Sunday, September 9, 2012

Down and Out in Beverly Hills

Year 4, Day 253 - 9/9/12 - Movie #1,243

WORLD TOUR Day 7 - Beverly Hills, CA

BEFORE: We were supposed to drive upstate yesterday and go to a Renaissance Faire, but the torrential rains in the morning forced us to change our plans.  Even if the rain stopped by midday, the whole place would probably have been one big mud pit.  Then Queens got hit with a couple of tornadoes and even more rain, so staying close to home and playing board games with friends turned out to be a much safer plan.  Now, back to films set in sunny California - Beverly Hills made a brief appearance in yesterday's film, so I feel justified in scheduling this one next.

Linking from "Crocodile Dundee in Los Angeles", character actor Jonathan Banks was also in "The Rose" with Bette Midler (last seen in "Fantasia 2000"), so that worked out quite well.


THE PLOT:  While a Beverly Hills couple, Barbara and Dave, are celebrating thanksgiving, a homeless man decides to end his life by drowning himself in their swimming pool. Dave rescues him and invites him to stay for a while. How does this stranger change the lifestyle of this family?

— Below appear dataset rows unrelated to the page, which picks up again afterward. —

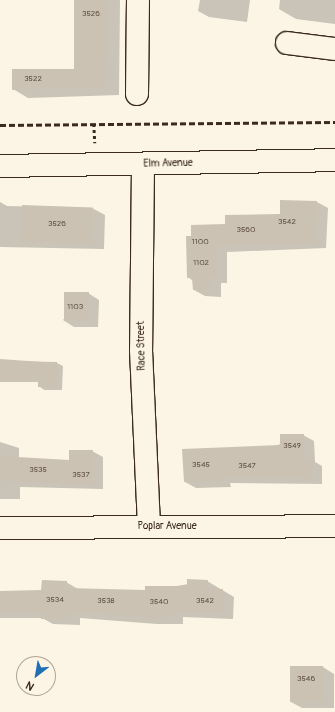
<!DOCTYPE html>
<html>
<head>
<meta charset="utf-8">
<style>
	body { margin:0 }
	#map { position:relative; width:335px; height:712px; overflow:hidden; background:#fcf5e5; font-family:Pangolin,sans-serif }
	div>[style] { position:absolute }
	.shadow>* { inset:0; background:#0003 }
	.building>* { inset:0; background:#ccc2b3; transform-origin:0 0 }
	.path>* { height:2.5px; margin-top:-1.25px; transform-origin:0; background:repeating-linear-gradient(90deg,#3b2a1e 0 3px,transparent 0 6px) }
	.roads { filter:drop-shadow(1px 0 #3b2a1e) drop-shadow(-1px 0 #3b2a1e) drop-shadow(0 1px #3b2a1e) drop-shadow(0 -1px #3b2a1e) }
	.minor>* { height:22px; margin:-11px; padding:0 11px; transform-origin:11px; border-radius:11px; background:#fcf5e5 }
	.rail>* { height:3px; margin-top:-1.5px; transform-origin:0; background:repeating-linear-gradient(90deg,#3b2a1e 0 6px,transparent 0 9px) }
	span { translate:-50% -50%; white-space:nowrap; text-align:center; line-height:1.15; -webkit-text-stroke:3px #fcf5e5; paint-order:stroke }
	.number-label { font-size:8px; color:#5f5043 }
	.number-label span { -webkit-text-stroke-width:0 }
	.street-label { font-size:10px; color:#3b2a1e }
	.north { position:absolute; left:16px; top:656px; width:40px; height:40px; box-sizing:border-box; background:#fcf5e5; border:1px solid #afa495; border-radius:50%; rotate:211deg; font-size:11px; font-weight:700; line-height:16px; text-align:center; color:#3b2a1e }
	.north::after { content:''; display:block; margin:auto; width:14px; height:18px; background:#1f6fb2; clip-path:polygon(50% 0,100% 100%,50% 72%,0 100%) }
</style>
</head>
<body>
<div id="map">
	<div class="shadow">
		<div style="clip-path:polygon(74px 0,120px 0,119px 95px,28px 98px,13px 89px,75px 70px)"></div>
		<div style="clip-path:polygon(200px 0,250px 0,247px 22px,209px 17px,198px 11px)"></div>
		<div style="clip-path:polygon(280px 0,335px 0,335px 24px,296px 19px,279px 9px)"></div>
		<div style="clip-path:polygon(0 202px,7px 206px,92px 208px,105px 215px,104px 249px,0 247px)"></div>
		<div style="clip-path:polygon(317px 202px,328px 208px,326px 248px,227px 252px,227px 283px,221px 283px,221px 297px,205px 296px,194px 290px,193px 281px,188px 277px,226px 225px,281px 215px)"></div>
		<div style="clip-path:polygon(88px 293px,99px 300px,98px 327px,74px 327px,63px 320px)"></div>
		<div style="clip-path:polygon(0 359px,57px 363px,63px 366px,62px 390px,44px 390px,39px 386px,39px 382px,0 382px)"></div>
		<div style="clip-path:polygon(303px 435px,314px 441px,315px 462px,322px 466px,322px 484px,230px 483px,231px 487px,196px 488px,185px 482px)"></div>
		<div style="clip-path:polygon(0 442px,19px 448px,19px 458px,70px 461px,92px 451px,103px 457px,103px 489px,20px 487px,20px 499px,0 499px)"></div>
		<div style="clip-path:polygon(207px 581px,234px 597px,233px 619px,183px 617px,183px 624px,157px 624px,80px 618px,80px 625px,53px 624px,42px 618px,0 618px,0 592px,42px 591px,66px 582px,78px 589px,146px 591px)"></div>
		<div style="clip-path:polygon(323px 667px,334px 674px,334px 708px,302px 708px,291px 702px)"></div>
	</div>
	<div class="building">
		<div style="clip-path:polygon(74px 0,108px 0,105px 87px,12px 90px,12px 69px,74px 69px)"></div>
		<div style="clip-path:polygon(280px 200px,317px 201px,316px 243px,216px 246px,217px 277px,210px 277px,210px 291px,193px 290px,192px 278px,187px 278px,186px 236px,191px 236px,191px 225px,225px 224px,225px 215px,280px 214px)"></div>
		<div style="left:22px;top:205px;width:71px;height:36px;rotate:2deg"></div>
		<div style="left:64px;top:292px;width:25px;height:29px"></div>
		<div style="clip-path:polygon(0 361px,57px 362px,57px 388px,38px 387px,38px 379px,0 380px)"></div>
		<div style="clip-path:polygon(280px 434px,304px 434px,304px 459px,311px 459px,311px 478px,220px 478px,220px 481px,184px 482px,182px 449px,280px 445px)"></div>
		<div style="clip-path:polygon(69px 450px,93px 450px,93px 484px,0 481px,0 456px,69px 460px)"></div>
		<div style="clip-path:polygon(187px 579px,208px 580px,207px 589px,223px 589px,222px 613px,172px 612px,172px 618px,145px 618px,145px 615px,69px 613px,70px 619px,41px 619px,41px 612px,0 613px,0 591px,41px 590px,42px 580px,67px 581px,67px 588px,145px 590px,145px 586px,187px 586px)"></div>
		<div style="left:323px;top:666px;width:36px;height:33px;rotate:90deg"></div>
	</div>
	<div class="path">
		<div style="left:94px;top:124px;width:19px;rotate:87deg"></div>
	</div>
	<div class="roads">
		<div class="minor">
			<div style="left:287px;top:43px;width:48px;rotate:7.1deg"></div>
			<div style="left:137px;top:94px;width:94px;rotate:-89.4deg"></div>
			<div style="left:143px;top:165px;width:185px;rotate:90.6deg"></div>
			<div style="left:141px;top:350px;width:177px;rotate:87.4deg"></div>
			<div style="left:0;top:166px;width:335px;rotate:-1deg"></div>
			<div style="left:0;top:528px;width:335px;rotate:-0.3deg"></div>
		</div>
	</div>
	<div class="rail">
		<div style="left:0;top:125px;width:335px;rotate:-0.5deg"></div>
	</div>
	<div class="number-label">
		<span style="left:91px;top:14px">3526</span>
		<span style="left:33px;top:79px">3522</span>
		<span style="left:287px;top:222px">3542</span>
		<span style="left:57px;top:224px">3526</span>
		<span style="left:246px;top:230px">3560</span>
		<span style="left:200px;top:242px">1100</span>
		<span style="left:201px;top:263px">1102</span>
		<span style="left:75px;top:307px">1103</span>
		<span style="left:292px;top:446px">3549</span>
		<span style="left:201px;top:465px">3545</span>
		<span style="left:247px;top:466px">3547</span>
		<span style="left:38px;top:470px">3535</span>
		<span style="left:81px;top:475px">3537</span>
		<span style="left:55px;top:600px">3534</span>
		<span style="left:106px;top:601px">3538</span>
		<span style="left:205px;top:601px">3542</span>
		<span style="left:159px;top:602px">3540</span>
		<span style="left:306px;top:679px">3546</span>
	</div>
	<div class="street-label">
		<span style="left:168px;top:164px;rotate:-1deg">Elm Avenue</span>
		<span style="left:142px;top:346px;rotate:-91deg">Race Street</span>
		<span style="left:167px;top:527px">Poplar Avenue</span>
	</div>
	<div class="north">N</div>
</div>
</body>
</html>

AFTER:  I listen to a lot of 80's music while working at an animation studio, and the other day one of the colorists asked me, "What was it like during the 80's?" with about the same tone that I might have asked my grandparents about life in the 1930's.  Great, that doesn't make me feel old at all.  I usually explain that we all did the Safety Dance while wearing our sunglasses at night, and the boys often wore more makeup than the girls.  (If you don't get my references, please ask your parents for help.)

This film is a look at a typical (?) wealthy Beverly Hills family in 1986.  The father is a neurotic workaholic who's over-medicated, the mother is a neurotic New-Ager who's undersexed, the college-age daughter is neurotic and won't eat, and the high-school age son is a neurotic filmmaker who's sexually confused.  Even the dog is seeing a therapist - thank god for stereotypes, or the film wouldn't have any material to work with.  Into their lives comes a street person who's dirty, smelly and hungry, but at least he's not neurotic.  He eventually becomes the most clear-headed person in the film, once he's invited to stay with the family and cleans himself up.

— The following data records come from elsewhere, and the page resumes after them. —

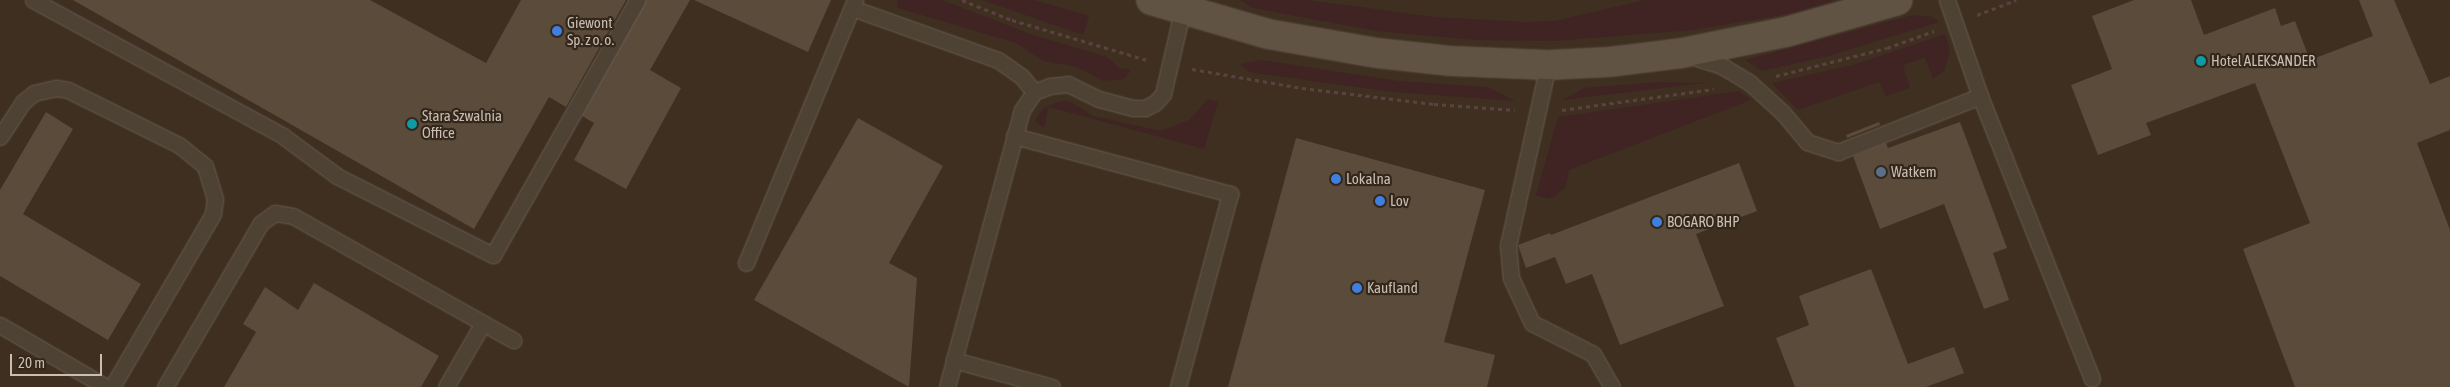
<!DOCTYPE html>
<html>
<head>
<meta charset="utf-8">
<style>
	body { margin:0 }
	#map { position:relative; width:2450px; height:387px; overflow:hidden; background:#3e2f21; font-family:"Asap Condensed",sans-serif }
	div>[style] { position:absolute }
	[style*='--x'] { left:calc(var(--x)*1px); top:calc(var(--y)*1px); width:calc(var(--w)*1px); rotate:calc(var(--a)*1deg) }
	.green>* { inset:0; background:#3f2423 }
	.building>* { inset:0; background:#5b4b3b }
	.path>* { height:3px; margin-top:-1.5px; transform-origin:0; background:repeating-linear-gradient(90deg,#5c4141 0 4px,transparent 0 8px) }
	.roads { filter:drop-shadow(0 0 1px #695d51) drop-shadow(0 0 1px #695d51) }
	.service>* { height:15px; margin:-7.5px; padding:0 7.5px; transform-origin:7.5px; border-radius:7.5px; background:#4e4235 }
	.secondary>* { height:28px; margin:-14px; padding:0 14px; transform-origin:14px; border-radius:14px; background:#615343 }
	.dots>* { width:14px; height:14px; translate:-50% -50%; box-sizing:border-box; border:2px solid #33271b; border-radius:50% }
	span { translate:-50% -50%; white-space:nowrap; text-align:center; line-height:1.15; -webkit-text-stroke:4.5px #33271b; paint-order:stroke }
	.poi-label { font-size:15px; color:#c9beb1 }
	.left { translate:0 -50%; text-align:left }
	.scale { position:absolute; left:10px; top:354px; width:92px; height:22px; box-sizing:border-box; border:2px solid #c9beb1; border-top:0; padding-left:6px; font-size:15px; line-height:18px; white-space:nowrap; color:#c9beb1; -webkit-text-stroke:4px #33271b; paint-order:stroke }
</style>
</head>
<body>
<div id="map">
	<div class="green">
		<i style="clip-path:polygon(897px 0,942px 0,1030px 34px,1107px 57px,1119px 68px,1131px 70px,1124px 79px,1103px 81px,1077px 67px,1043px 61px,1016px 43px,898px 8px)"></i>
		<i style="clip-path:polygon(982px 0,1034px 0,1089px 16px,1083px 35px)"></i>
		<i style="clip-path:polygon(1240px 0,1308px 0,1435px 17px,1526px 22px,1555px 21px,1644px 0,1835px 0,1788px 14px,1693px 30px,1554px 41px,1475px 40px,1376px 31px,1253px 8px)"></i>
		<i style="clip-path:polygon(1913px 15px,1932px 17px,1939px 22px,1828px 56px,1762px 71px,1745px 60px)"></i>
		<i style="clip-path:polygon(1945px 34px,1950px 50px,1945px 70px,1933px 79px,1925px 58px,1903px 65px,1910px 88px,1886px 96px,1879px 82px,1798px 110px,1772px 83px,1853px 65px)"></i>
		<i style="clip-path:polygon(1262px 60px,1398px 81px,1488px 87px,1515px 101px,1393px 92px,1326px 83px,1249px 72px,1240px 64px)"></i>
		<i style="clip-path:polygon(1659px 82px,1705px 83px,1563px 100px,1584px 88px)"></i>
		<i style="clip-path:polygon(1739px 91px,1751px 100px,1569px 170px,1566px 187px,1555px 196px,1548px 199px,1536px 195px,1558px 117px)"></i>
		<i style="clip-path:polygon(1208px 99px,1218px 102px,1204px 149px,1049px 107px,1044px 128px,1035px 121px,1043px 108px,1061px 101px,1071px 102px,1093px 116px,1161px 131px,1189px 120px)"></i>
	</div>
	<div class="building">
		<i style="clip-path:polygon(73px 0,370px 0,486px 63px,521px 0,626px 0,566px 107px,549px 97px,474px 229px)"></i>
		<i style="clip-path:polygon(646px 0,690px 0,650px 70px,681px 88px,626px 189px,574px 160px,594px 123px,582px 116px)"></i>
		<i style="clip-path:polygon(694px 0,831px 0,808px 52px)"></i>
		<i style="clip-path:polygon(2134px 0,2191px 0,2204px 35px,2275px 8px,2281px 26px,2295px 21px,2310px 60px,2373px 36px,2359px 0,2394px 0,2430px 84px,2450px 76px,2450px 130px,2417px 143px,2450px 230px,2450px 387px,2295px 387px,2243px 249px,2310px 223px,2255px 83px,2146px 123px,2151px 135px,2098px 155px,2071px 85px,2112px 69px,2092px 16px)"></i>
		<i style="clip-path:polygon(46px 112px,73px 129px,23px 214px,141px 284px,108px 340px,0 276px,0 190px)"></i>
		<i style="clip-path:polygon(858px 118px,943px 166px,889px 263px,917px 278px,909px 387px,754px 300px)"></i>
		<i style="clip-path:polygon(1879px 122px,1880px 125px,1847px 138px,1846px 135px)"></i>
		<i style="clip-path:polygon(1960px 122px,2007px 248px,1993px 253px,2009px 300px,1984px 309px,1944px 204px,1880px 229px,1853px 156px,1886px 143px,1888px 148px)"></i>
		<i style="clip-path:polygon(1296px 138px,1485px 190px,1444px 342px,1495px 355px,1487px 387px,1228px 387px)"></i>
		<i style="clip-path:polygon(1739px 163px,1757px 211px,1696px 234px,1724px 306px,1620px 345px,1592px 274px,1566px 284px,1555px 257px,1526px 268px,1518px 245px,1550px 233px,1551px 235px)"></i>
		<i style="clip-path:polygon(1871px 269px,1908px 364px,1954px 347px,1964px 373px,1926px 387px,1795px 387px,1776px 338px,1809px 325px,1799px 296px)"></i>
		<i style="clip-path:polygon(314px 283px,439px 356px,421px 387px,224px 387px,256px 332px,243px 324px,265px 287px,298px 310px)"></i>
	</div>
	<div class="path">
		<i style="--x:962;--y:0;--w:54;--a:21.8"></i>
		<i style="--x:1012;--y:20;--w:141;--a:16.5"></i>
		<i style="--x:1977;--y:15;--w:42;--a:-21"></i>
		<i style="--x:1192;--y:69;--w:112;--a:9.8"></i>
		<i style="--x:1302;--y:88;--w:133;--a:6.9"></i>
		<i style="--x:1434;--y:104;--w:81;--a:4.2"></i>
		<i style="--x:1776;--y:76;--w:114;--a:-14.2"></i>
		<i style="--x:1887;--y:48;--w:50;--a:-19.9"></i>
		<i style="--x:1562;--y:110;--w:153;--a:-7.9"></i>
	</div>
	<div class="roads">
		<div class="service">
			<i style="--x:33;--y:0;--w:285;--a:28.5"></i>
			<i style="--x:283;--y:136;--w:67;--a:36.5"></i>
			<i style="--x:337;--y:176;--w:175;--a:26.9"></i>
			<i style="--x:493;--y:255;--w:293;--a:-60.5"></i>
			<i style="--x:1947;--y:0;--w:102;--a:71"></i>
			<i style="--x:1980;--y:96;--w:304;--a:68.4"></i>
			<i style="--x:852;--y:8;--w:155;--a:19.6"></i>
			<i style="--x:998;--y:60;--w:29;--a:35"></i>
			<i style="--x:1022;--y:77;--w:19;--a:51"></i>
			<i style="--x:1691;--y:56;--w:33;--a:18"></i>
			<i style="--x:1722;--y:66;--w:31;--a:31"></i>
			<i style="--x:1749;--y:82;--w:46;--a:42.4"></i>
			<i style="--x:1783;--y:113;--w:38;--a:50"></i>
			<i style="--x:1807;--y:142;--w:33;--a:18"></i>
			<i style="--x:1838;--y:152;--w:153;--a:-21.5"></i>
			<i style="--x:1548;--y:65;--w:184;--a:102.5"></i>
			<i style="--x:1508;--y:245;--w:33;--a:85"></i>
			<i style="--x:1511;--y:278;--w:50;--a:65"></i>
			<i style="--x:1532;--y:323;--w:68;--a:26.9"></i>
			<i style="--x:1593;--y:354;--w:38;--a:60"></i>
			<i style="--x:1014;--y:136;--w:224;--a:15"></i>
			<i style="--x:1230;--y:194;--w:200;--a:105.1"></i>
			<i style="--x:0;--y:137;--w:42;--a:-56.7"></i>
			<i style="--x:23;--y:102;--w:14;--a:-39"></i>
			<i style="--x:34;--y:93;--w:23;--a:-13"></i>
			<i style="--x:56;--y:88;--w:12;--a:9"></i>
			<i style="--x:68;--y:90;--w:124;--a:26.4"></i>
			<i style="--x:179;--y:145;--w:33;--a:39"></i>
			<i style="--x:205;--y:166;--w:34;--a:73"></i>
			<i style="--x:215;--y:199;--w:15;--a:98"></i>
			<i style="--x:213;--y:214;--w:200;--a:120.3"></i>
			<i style="--x:746;--y:263;--w:285;--a:-67.5"></i>
			<i style="--x:0;--y:325;--w:123;--a:30.3"></i>
			<i style="--x:165;--y:387;--w:190;--a:-59.7"></i>
			<i style="--x:261;--y:223;--w:17;--a:-36"></i>
			<i style="--x:275;--y:213;--w:18;--a:9"></i>
			<i style="--x:293;--y:216;--w:253;--a:29.4"></i>
			<i style="--x:446;--y:387;--w:74;--a:-60"></i>
			<i style="--x:947;--y:387;--w:28;--a:-75"></i>
			<i style="--x:1052;--y:387;--w:102;--a:-164.6"></i>
			<i style="--x:954;--y:360;--w:259;--a:-74.8"></i>
			<i style="--x:1022;--y:110;--w:22;--a:-56"></i>
			<i style="--x:1034;--y:92;--w:17;--a:-21"></i>
			<i style="--x:1050;--y:86;--w:18;--a:-6"></i>
			<i style="--x:1068;--y:84;--w:34;--a:26"></i>
			<i style="--x:1099;--y:99;--w:35;--a:15"></i>
			<i style="--x:1133;--y:108;--w:12;--a:0"></i>
			<i style="--x:1145;--y:108;--w:11;--a:-27"></i>
			<i style="--x:1155;--y:103;--w:12;--a:-48"></i>
			<i style="--x:1163;--y:94;--w:88;--a:-76.9"></i>
		</div>
		<div class="secondary">
			<i style="--x:1151;--y:0;--w:122;--a:16.2"></i>
			<i style="--x:1268;--y:34;--w:111;--a:9.9"></i>
			<i style="--x:1377;--y:53;--w:74;--a:6.2"></i>
			<i style="--x:1451;--y:61;--w:97;--a:2.4"></i>
			<i style="--x:1548;--y:65;--w:61;--a:-2.8"></i>
			<i style="--x:1609;--y:62;--w:74;--a:-7"></i>
			<i style="--x:1682;--y:53;--w:106;--a:-11.4"></i>
			<i style="--x:1786;--y:32;--w:116;--a:-15.9"></i>
		</div>
	</div>
	<div class="dots">
		<i style="left:557px;top:31px;background:#3f7fe0"></i>
		<i style="left:2201px;top:61px;background:#0f9aa8"></i>
		<i style="left:412px;top:124px;background:#0f9aa8"></i>
		<i style="left:1881px;top:172px;background:#5c6f8a"></i>
		<i style="left:1336px;top:179px;background:#3f7fe0"></i>
		<i style="left:1380px;top:201px;background:#3f7fe0"></i>
		<i style="left:1657px;top:222px;background:#3f7fe0"></i>
		<i style="left:1357px;top:288px;background:#3f7fe0"></i>
	</div>
	<div class="poi-label">
		<span class="left" style="left:567px;top:31px">Giewont<br>Sp. z o. o.</span>
		<span class="left" style="left:2211px;top:61px">Hotel ALEKSANDER</span>
		<span class="left" style="left:422px;top:124px">Stara Szwalnia<br>Office</span>
		<span class="left" style="left:1891px;top:172px">Watkem</span>
		<span class="left" style="left:1346px;top:179px">Lokalna</span>
		<span class="left" style="left:1390px;top:201px">Lov</span>
		<span class="left" style="left:1667px;top:222px">BOGARO BHP</span>
		<span class="left" style="left:1367px;top:288px">Kaufland</span>
	</div>
	<div class="scale">20 m</div>
</div>
</body>
</html>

He also is charming to some degree, as evidenced by helping each member of the family loosen up in some way, giving verbal advice to the men and umm, taking a more hands-on approach with the women.  The situation in the house was already a love triangle, involving the husband, the wife and the maid, but his presence turns it into a quadrangle, and then it becomes a pentangle.

But in the process, a film that could have said something meaningful about the social dynamic of America, the great divide between the mega-rich and the dirt poor, man's unwillingness to help his fellow man except as a social experiment, instead devolves into a simple bedroom farce, with slapstick thrown in for good measure.  So the main message of the film got very muddled for me - is it "Help your fellow man" or "Don't help your fellow man, unless you want to jeopardize your family"?  What about "Listen to your kids" and "Don't yell at the dog"?

DISTANCE TRAVELED TODAY:  6 miles / 11 km  (Los Angeles to Beverly Hills)

DISTANCE TRAVELED SO FAR:   529 miles / 855 km

Also starring Richard Dreyfuss (last seen in "Red"), Nick Nolte (last seen in "Blue Chips"), Catherine Pena (last seen in "Impostor"), Tracy Nelson, Little Richard.